ABSTRACT

Successful conservation of global biodiversity requires that biologists accurately predict the risk of species extinction under future climate conditions. However, current models often make simplifying assumptions about the biology of plants and animals. For example, some models assume that a species can easily migrate through the landscape when this is not the case, or that a species is not able to evolve rapidly to environmental change when this is actually a possibility. Our interdisciplinary team will study the biology of a plant species to determine what data researchers and conservationists need to predict how climate change will influence extinction risk for plants in the natural environment. We will use the partridge pea (Chamaecrista fasciculata), a common and widespread plant in natural grasslands, to identify the type of data needed to improve ecological models for conservation planning. We will evaluate genetic differences and rates of gene flow among populations and estimate these populations? ability to evolve in response to climate change to identify models that best describe or forecast rates of change under new climate conditions. In collaboration with the Georgia Plant Conservation Alliance and the Southeastern Grasslands Initiative, we will apply what we learn to develop a series of tools that practitioners can use to predict extinction risks under climate change for at-risk grassland species. This work will significantly improve our ability to protect biodiversity in the southeastern U.S. and in habitats around the world.

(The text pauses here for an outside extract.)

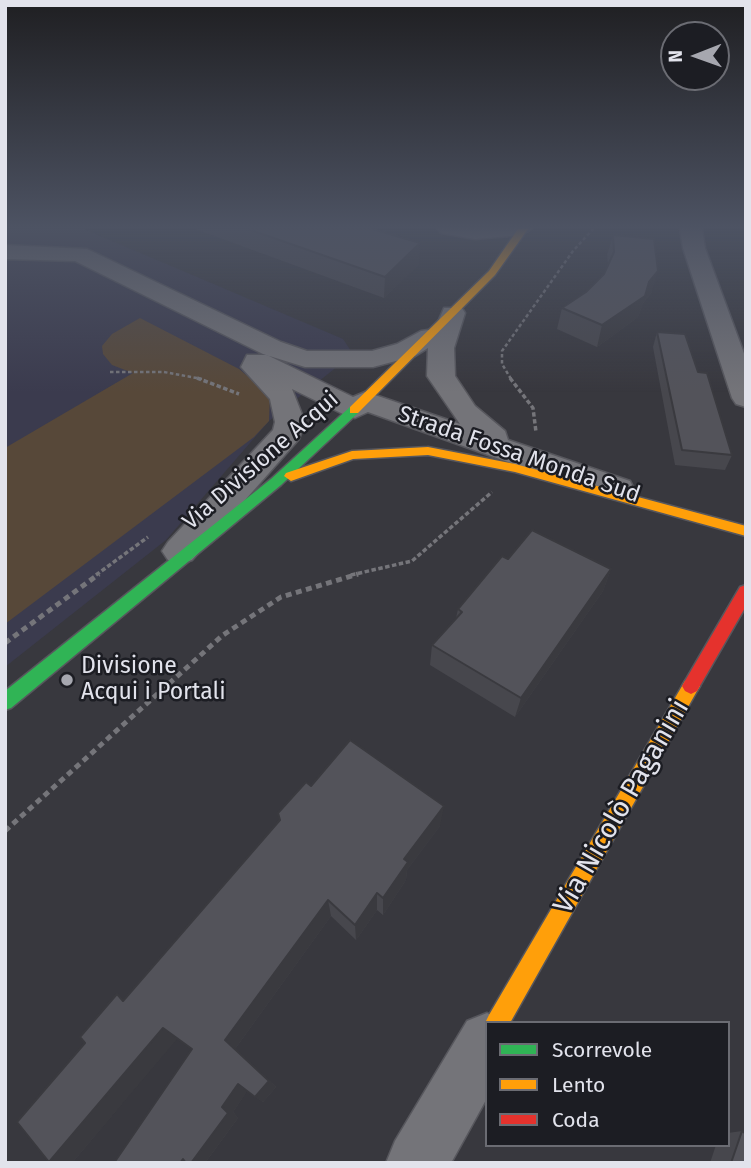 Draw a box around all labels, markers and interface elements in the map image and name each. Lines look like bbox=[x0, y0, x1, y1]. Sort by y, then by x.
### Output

Populations across the range of a species vary in their migratory and adaptive potential under climate change. Most approaches aimed at predicting population persistence under climate change make simplifying assumptions about plasticity, adaptation, and gene flow that are commonly violated in natural systems. We combine approaches from evolutionary biology, field ecology, and population genomics to forecast range-wide dynamics under climate change in a broadly distributed native legume (Chamaecrista fasciculata). Our studies examine the migratory potential of populations under climate change using population genomic estimators of historical gene flow. To evaluate adaptive potential, we will expose paternal half-sib families from 12 populations to contemporary climates and simulated climate change in common gardens across the range. Finally, we will forecast eco-evolutionary dynamics under climate change using models that differ in the degree to which they incorporate data on species occurrence, additive genetic variance in fitness in response to climate, trait expression, sequence variation, and gene flow. Our work will provide a robust framework for predictions of range-wide responses to climate change in systems that are less amenable to manipulation. We will collaborate with conservation practitioners in the Georgia Plant Conservation Alliance and Southeastern Grasslands Initiative to produce risk assessment tools that project range dynamics under climate change for endangered plant species. In workshops, we will discuss our progress and provide opportunities for our trainees to forge connections with conservation practitioners. The PIs will recruit, train, and mentor scholars from historically marginalized backgrounds in population genomics, quantitative genetics, data analysis, and ecological modeling.

This award reflects NSF's statutory mission and has been deemed worthy of support through evaluation using the Foundation's intellectual merit and broader impacts review criteria.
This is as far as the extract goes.